New Penn Program Will Support Interdisciplinary Research on Sex and Gender Differences

By Niharika Gupta

Researchers at the University of Pennsylvania have received a $1.9 million award from the Office of Research on Women’s Health at the National Institutes of Health to establish the Building Interdisciplinary Research Careers in Women’s Health program at Penn.

BIRCWH will provide salary, research support and mentorship for two junior faculty researchers interested in pursuing research involving women’s health and sex differences.

The program’s two principal investigators are C. Neill Epperson, director of the Penn Center for Women’s Behavioral Wellness and a professor of psychiatry and obstetrics and gynecology in Penn’s Perelman School of Medicine, and Tracy Bale, a professor of neuroscience in the Department of Biomedical Sciences at Penn’s School of Veterinary Medicine and in the Department of Psychiatry at Penn Medicine.

The award will also fund University initiatives that broadly promote the acknowledgement of sex and gender difference in all health-related research studies.

“If our researchers increase their focus on the sex of the individual, organism or cells being studied,” said Epperson, “Penn will be a major player in the advancement of women’s health.”

Women have been largely left out of clinical trials due to concerns about causing reproductive problems and exposing women who could become pregnant to experimental medications and procedures. Yet in recent years it’s become clear that certain medications may affect men and women differently, just as certain diseases affect them at different rates and to varying degrees.

Certain autoimmune diseases and neuropsychiatric disorders, such as multiple sclerosis, depression and anxiety, for example, occur more in females than in males. Other disorders, such as substance abuse and schizophrenia, are generally more common in men. Research in cardiovascular disease, too, has revealed that women tend to experience different symptoms of heart attacks.
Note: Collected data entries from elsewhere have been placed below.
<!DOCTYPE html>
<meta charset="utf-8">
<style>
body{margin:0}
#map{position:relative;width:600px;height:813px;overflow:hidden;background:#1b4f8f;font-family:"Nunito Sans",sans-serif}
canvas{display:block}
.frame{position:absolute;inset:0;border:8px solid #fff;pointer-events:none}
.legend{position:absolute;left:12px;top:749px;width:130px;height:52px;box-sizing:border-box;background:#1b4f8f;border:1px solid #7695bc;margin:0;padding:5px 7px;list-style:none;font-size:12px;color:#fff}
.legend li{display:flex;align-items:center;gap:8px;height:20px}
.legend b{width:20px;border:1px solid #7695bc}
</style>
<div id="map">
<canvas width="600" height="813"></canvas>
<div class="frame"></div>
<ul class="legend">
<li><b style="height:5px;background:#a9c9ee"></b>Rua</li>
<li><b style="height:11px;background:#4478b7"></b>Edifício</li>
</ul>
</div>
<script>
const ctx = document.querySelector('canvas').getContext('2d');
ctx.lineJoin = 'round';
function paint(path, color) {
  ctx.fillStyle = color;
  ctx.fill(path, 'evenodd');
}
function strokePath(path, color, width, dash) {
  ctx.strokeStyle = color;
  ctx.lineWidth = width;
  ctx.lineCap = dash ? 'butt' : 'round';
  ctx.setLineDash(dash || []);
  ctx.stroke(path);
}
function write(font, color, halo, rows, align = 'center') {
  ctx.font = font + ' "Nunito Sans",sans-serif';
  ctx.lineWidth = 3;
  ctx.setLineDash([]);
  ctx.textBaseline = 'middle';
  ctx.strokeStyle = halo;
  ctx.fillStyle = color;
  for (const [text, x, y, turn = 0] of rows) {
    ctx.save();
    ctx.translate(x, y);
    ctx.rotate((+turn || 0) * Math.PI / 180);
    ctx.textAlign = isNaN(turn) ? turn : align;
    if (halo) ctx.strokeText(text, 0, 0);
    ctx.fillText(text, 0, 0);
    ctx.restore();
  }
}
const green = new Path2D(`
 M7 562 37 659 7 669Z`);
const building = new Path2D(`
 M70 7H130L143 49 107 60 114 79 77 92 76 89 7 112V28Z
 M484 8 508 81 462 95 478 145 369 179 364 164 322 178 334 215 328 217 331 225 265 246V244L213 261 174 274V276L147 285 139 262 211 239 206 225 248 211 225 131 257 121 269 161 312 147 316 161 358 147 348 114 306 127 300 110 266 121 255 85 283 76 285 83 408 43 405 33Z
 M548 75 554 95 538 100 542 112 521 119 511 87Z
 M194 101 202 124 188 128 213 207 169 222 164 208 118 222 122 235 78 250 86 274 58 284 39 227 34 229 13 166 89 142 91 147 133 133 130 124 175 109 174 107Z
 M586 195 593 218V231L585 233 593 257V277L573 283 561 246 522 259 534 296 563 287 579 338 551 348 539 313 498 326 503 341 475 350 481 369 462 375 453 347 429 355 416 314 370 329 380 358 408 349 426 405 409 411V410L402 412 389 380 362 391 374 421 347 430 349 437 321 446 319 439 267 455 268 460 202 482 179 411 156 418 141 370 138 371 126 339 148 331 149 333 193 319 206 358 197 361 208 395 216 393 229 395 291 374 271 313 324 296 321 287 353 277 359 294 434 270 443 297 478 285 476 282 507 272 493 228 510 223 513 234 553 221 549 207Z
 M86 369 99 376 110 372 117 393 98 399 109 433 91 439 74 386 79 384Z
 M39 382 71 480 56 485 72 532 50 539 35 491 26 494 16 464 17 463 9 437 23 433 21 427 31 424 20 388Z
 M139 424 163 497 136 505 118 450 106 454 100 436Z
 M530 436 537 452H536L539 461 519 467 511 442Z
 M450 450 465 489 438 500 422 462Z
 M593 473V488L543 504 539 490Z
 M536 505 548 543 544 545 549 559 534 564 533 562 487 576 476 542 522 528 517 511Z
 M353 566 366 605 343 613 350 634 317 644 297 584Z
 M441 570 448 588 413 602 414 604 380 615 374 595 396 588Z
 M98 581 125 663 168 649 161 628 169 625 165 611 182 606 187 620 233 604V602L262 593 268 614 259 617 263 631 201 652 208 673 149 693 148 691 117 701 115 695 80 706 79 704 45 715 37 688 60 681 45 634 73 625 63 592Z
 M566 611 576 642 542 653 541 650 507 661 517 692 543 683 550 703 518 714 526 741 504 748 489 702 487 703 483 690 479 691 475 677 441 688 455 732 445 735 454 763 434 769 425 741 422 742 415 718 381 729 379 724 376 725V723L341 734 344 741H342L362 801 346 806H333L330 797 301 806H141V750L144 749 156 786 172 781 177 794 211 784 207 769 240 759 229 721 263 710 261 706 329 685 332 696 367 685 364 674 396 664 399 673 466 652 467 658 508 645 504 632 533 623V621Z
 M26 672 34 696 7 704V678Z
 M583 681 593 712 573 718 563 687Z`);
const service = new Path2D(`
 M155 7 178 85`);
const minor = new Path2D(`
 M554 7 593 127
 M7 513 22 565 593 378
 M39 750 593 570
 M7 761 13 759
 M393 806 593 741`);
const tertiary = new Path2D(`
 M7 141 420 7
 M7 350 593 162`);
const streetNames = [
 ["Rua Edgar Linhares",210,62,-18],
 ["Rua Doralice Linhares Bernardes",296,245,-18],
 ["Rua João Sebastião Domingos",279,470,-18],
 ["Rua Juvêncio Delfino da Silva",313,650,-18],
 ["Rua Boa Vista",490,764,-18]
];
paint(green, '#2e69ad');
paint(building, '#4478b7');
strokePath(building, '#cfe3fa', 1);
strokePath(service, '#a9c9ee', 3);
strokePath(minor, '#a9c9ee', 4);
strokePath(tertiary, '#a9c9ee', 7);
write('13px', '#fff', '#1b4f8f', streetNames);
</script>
Though the NIH Revitalization Act of 1993 required the inclusion of women and minorities in clinical trials, the NIH has since faced challenges enforcing the guidelines. A number of major clinical studies still do not recruit in such a way that researchers can evaluate differences in outcome between men and women.

The BIRCWH program aims to help change this. Bale and Epperson will convene a group of faculty to review applications from investigators who are early in their careers. The awarded BIRCWH grants will provide researchers with two years of funding, including resources to help launch a pilot study into their area of interest.

BIRCHW is a University-wide program, with support from the Office of the Vice Provost for Research and from the Office of the Vice Dean for Diversity and Inclusion at the Perelman School of Medicine. For that reason, Epperson and Bale stress that at least one scholar will come from outside the medical school.

“The BIRCWH program will lay a foundation for a cross-school initiative,” Bale said, noting that schools across campus are engaged in health research, from the Annenberg School for Communication and the School of Dental Medicine to the School of Nursing and the School of Arts & Sciences. To further engage the campus community in its mission, the BIRCWH program will hold seminars and retreats to share information about ongoing research.

“Receiving the BIRCWH Award is clear recognition of Penn’s commitment to promote sex and gender differences research across all of its schools, institutes and centers,” Epperson said. “We are honored to take the helm of the BIRCWH Scholars Program as it will build the foundation for advancing sex and gender differences research at Penn.”